Christ the King - Homily 3

Homily 3 - 2014

The other night I watched the Irish-made film ‘Calvary’ - though it was not about Jesus’ crucifixion. It was about the murder of a good innocent priest by a victim of clerical abuse. I found it a powerful, thought-provoking film. At the end of the film, the distraught abuse victim, now an adult, confronted the priest. During the week before the encounter, the priest had found his old Labrador dog with its throat cut. The victim asked the priest about the dog, “Did you shed a tear for the dog, Father?” “I did”, said the priest. And then the victim asked, “And did you shed a tear for any of the innocent young lads raped by your brother priests, Father?” And the priest admitted, “No … I did not.” The victim shot him.

I haven’t in fact shed a tear for them either. I found it hard to sleep that night. Can I be truly compassionate without shedding a tear? Was the question a fair question? That is what I was asking myself. I don’t know.

I remembered remarks made by Pope Francis a couple of years ago, not about victims of clerical abuse, but about asylum seekers. He said, “We have lost a sense of fraternal responsibility … The culture of well-being, which leads us to think only of ourselves, makes us insensitive to the cries of others”. He said it had “anaesthetised our hearts”. And he went on, “The globalisation of indifference has taken from us the ability to weep.”
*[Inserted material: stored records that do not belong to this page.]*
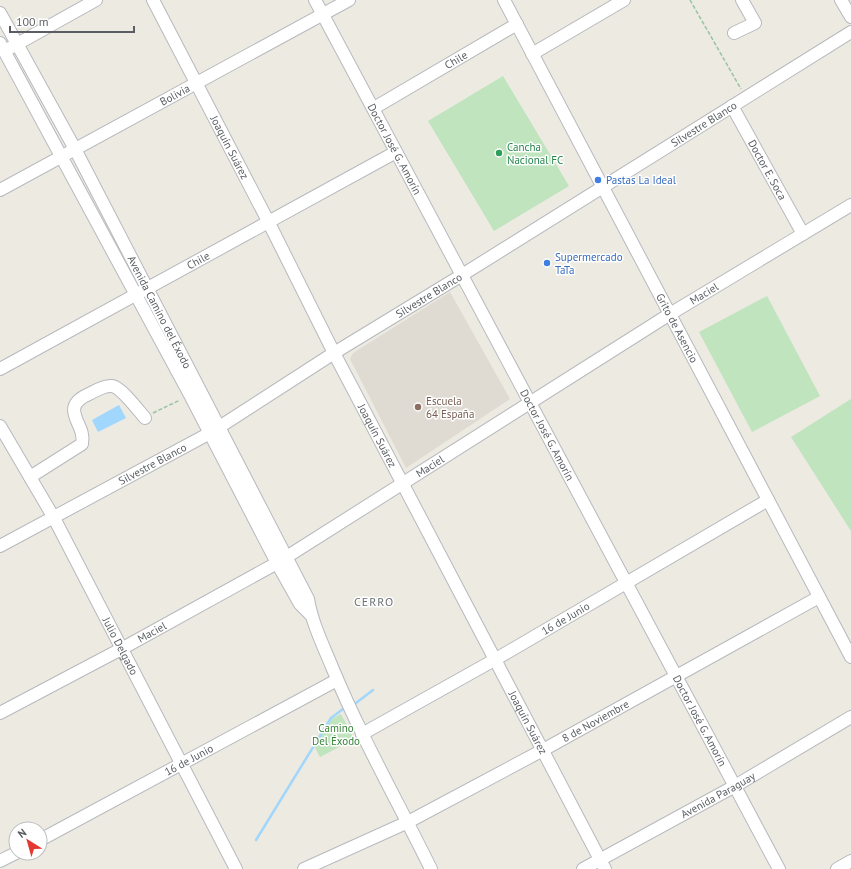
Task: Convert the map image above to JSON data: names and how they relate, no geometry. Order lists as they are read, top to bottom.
{
  "streets": {
    "street": [
      "Chile",
      "Bolivia",
      "Silvestre Blanco",
      "Joaquín Suárez",
      "Doctor José G. Amorín",
      "Doctor E. Soca",
      "Maciel",
      "Avenida Camino del Éxodo",
      "Grito de Asencio",
      "16 de Junio",
      "Julio Delgado",
      "8 de Noviembre",
      "Avenida Paraguay"
    ]
  },
  "crossings": [
    ["Chile", "Joaquín Suárez"],
    ["Chile", "Doctor José G. Amorín"],
    ["Chile", "Avenida Camino del Éxodo"],
    ["Chile", "Grito de Asencio"],
    ["Bolivia", "Joaquín Suárez"],
    ["Bolivia", "Doctor José G. Amorín"],
    ["Bolivia", "Avenida Camino del Éxodo"],
    ["Silvestre Blanco", "Joaquín Suárez"],
    ["Silvestre Blanco", "Doctor José G. Amorín"],
    ["Silvestre Blanco", "Doctor E. Soca"],
    ["Silvestre Blanco", "Avenida Camino del Éxodo"],
    ["Silvestre Blanco", "Grito de Asencio"],
    ["Silvestre Blanco", "Julio Delgado"],
    ["Joaquín Suárez", "Maciel"],
    ["Joaquín Suárez", "16 de Junio"],
    ["Joaquín Suárez", "8 de Noviembre"],
    ["Joaquín Suárez", "Avenida Paraguay"],
    ["Doctor José G. Amorín", "Maciel"],
    ["Doctor José G. Amorín", "16 de Junio"],
    ["Doctor José G. Amorín", "8 de Noviembre"],
    ["Doctor José G. Amorín", "Avenida Paraguay"],
    ["Doctor E. Soca", "Maciel"],
    ["Maciel", "Avenida Camino del Éxodo"],
    ["Maciel", "Grito de Asencio"],
    ["Maciel", "Julio Delgado"],
    ["Avenida Camino del Éxodo", "16 de Junio"],
    ["Avenida Camino del Éxodo", "8 de Noviembre"],
    ["Grito de Asencio", "16 de Junio"],
    ["Grito de Asencio", "8 de Noviembre"],
    ["16 de Junio", "Julio Delgado"]
  ],
  "districts": ["CERRO"],
  "parks": ["Camino Del Éxodo"],
  "places": [
    "Cancha Nacional FC",
    "Pastas La Ideal",
    "Supermercado TaTa",
    "Escuela 64 España"
  ],
  "scale_bar": "100 m",
  "north": "top left"
}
Then I listen to Jesus in today’s Gospel. It sounds a bit harsh, a bit too black and white. Yet really he is telling us what eternal life is like, not only on the other side of the grave but also on this – and it is not precisely the reward for what we do, but the personal experience of who we are. What we do, and how we do it, show us, perhaps even go to make us, who we are, what we are becoming. And what we are determines how we experience life now, and how we shall carry on experiencing it for eternity.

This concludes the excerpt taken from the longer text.